▸ Aim of the exercise
The answer must consist of every line below that contains the word "List".

Saved data entries:
====================

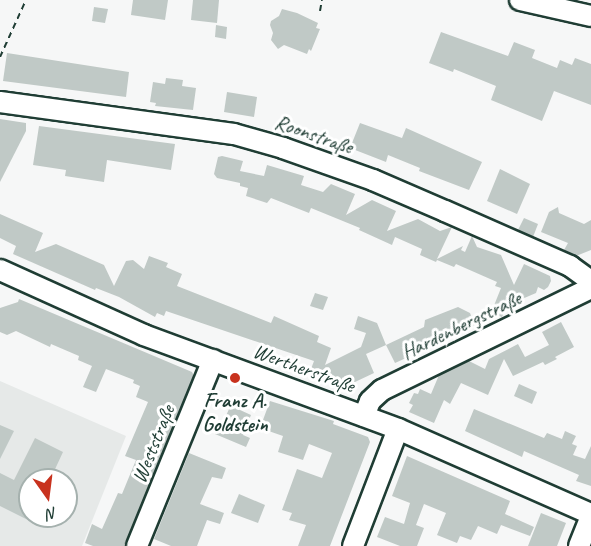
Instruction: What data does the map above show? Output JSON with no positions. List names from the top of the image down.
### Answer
{
  "streets": {
    "street": [
      "Roonstraße",
      "Hardenbergstraße",
      "Wertherstraße",
      "Weststraße"
    ]
  },
  "crossings": [
    ["Hardenbergstraße", "Wertherstraße"],
    ["Wertherstraße", "Weststraße"]
  ],
  "places": ["Franz A. Goldstein"],
  "north": "bottom"
}
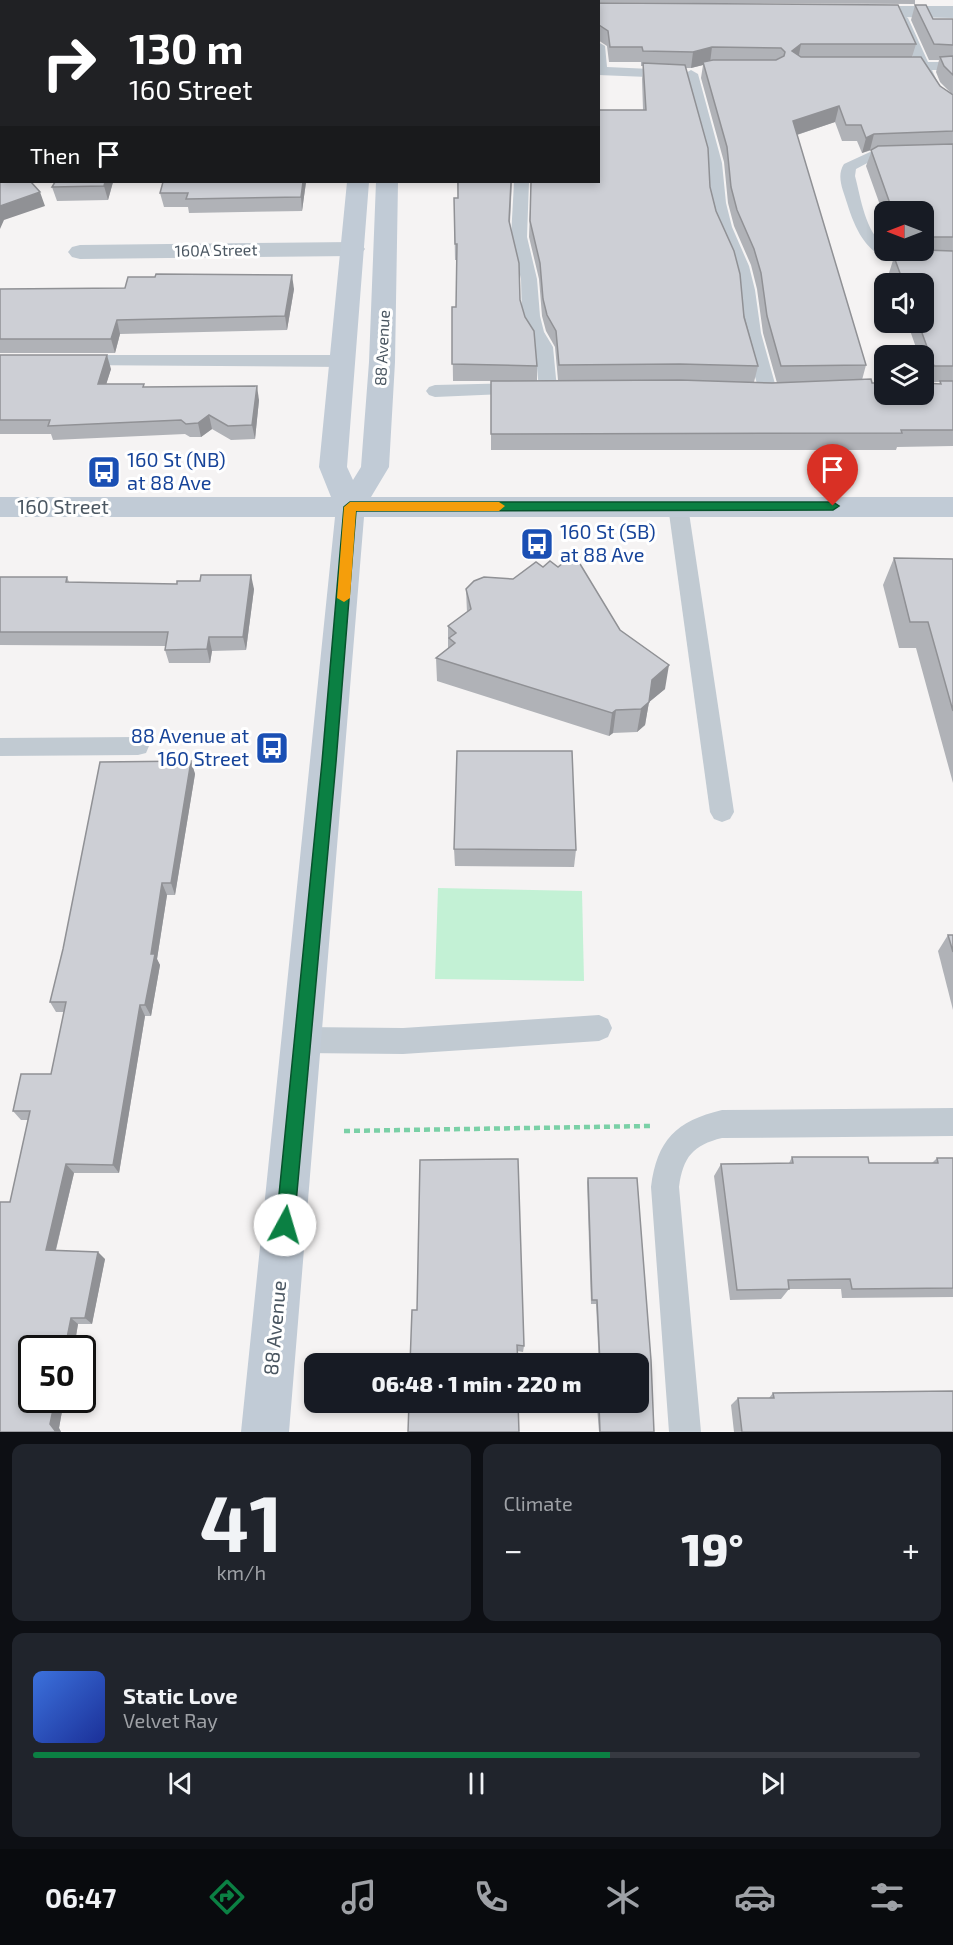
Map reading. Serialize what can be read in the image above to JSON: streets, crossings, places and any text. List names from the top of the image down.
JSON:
{
  "streets": {
    "main road": ["88 Avenue", "160 Street"],
    "street": ["160A Street"]
  },
  "crossings": [
    ["160A Street", "88 Avenue"],
    ["88 Avenue", "160 Street"]
  ],
  "places": {
    "bus stop": ["160 St (NB) at 88 Ave", "160 St (SB) at 88 Ave", "88 Avenue at 160 Street"]
  },
  "north": "left",
  "page": {
    "turn": ["130 m", "160 Street"],
    "then": "Then",
    "limit": "50",
    "trip": "06:48 · 1 min · 220 m",
    "tile": [
      ["41", "km/h"],
      "Climate"
    ],
    "heat": ["−", "19°", "+"],
    "song": ["Static Love", "Velvet Ray"],
    "tabs": "06:47"
  }
}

====================

▸ Result of this exercise
Instruction: What data does the map above show? Output JSON with no positions. List names from the top of the image down.
Map reading. Serialize what can be read in the image above to JSON: streets, crossings, places and any text. List names from the top of the image down.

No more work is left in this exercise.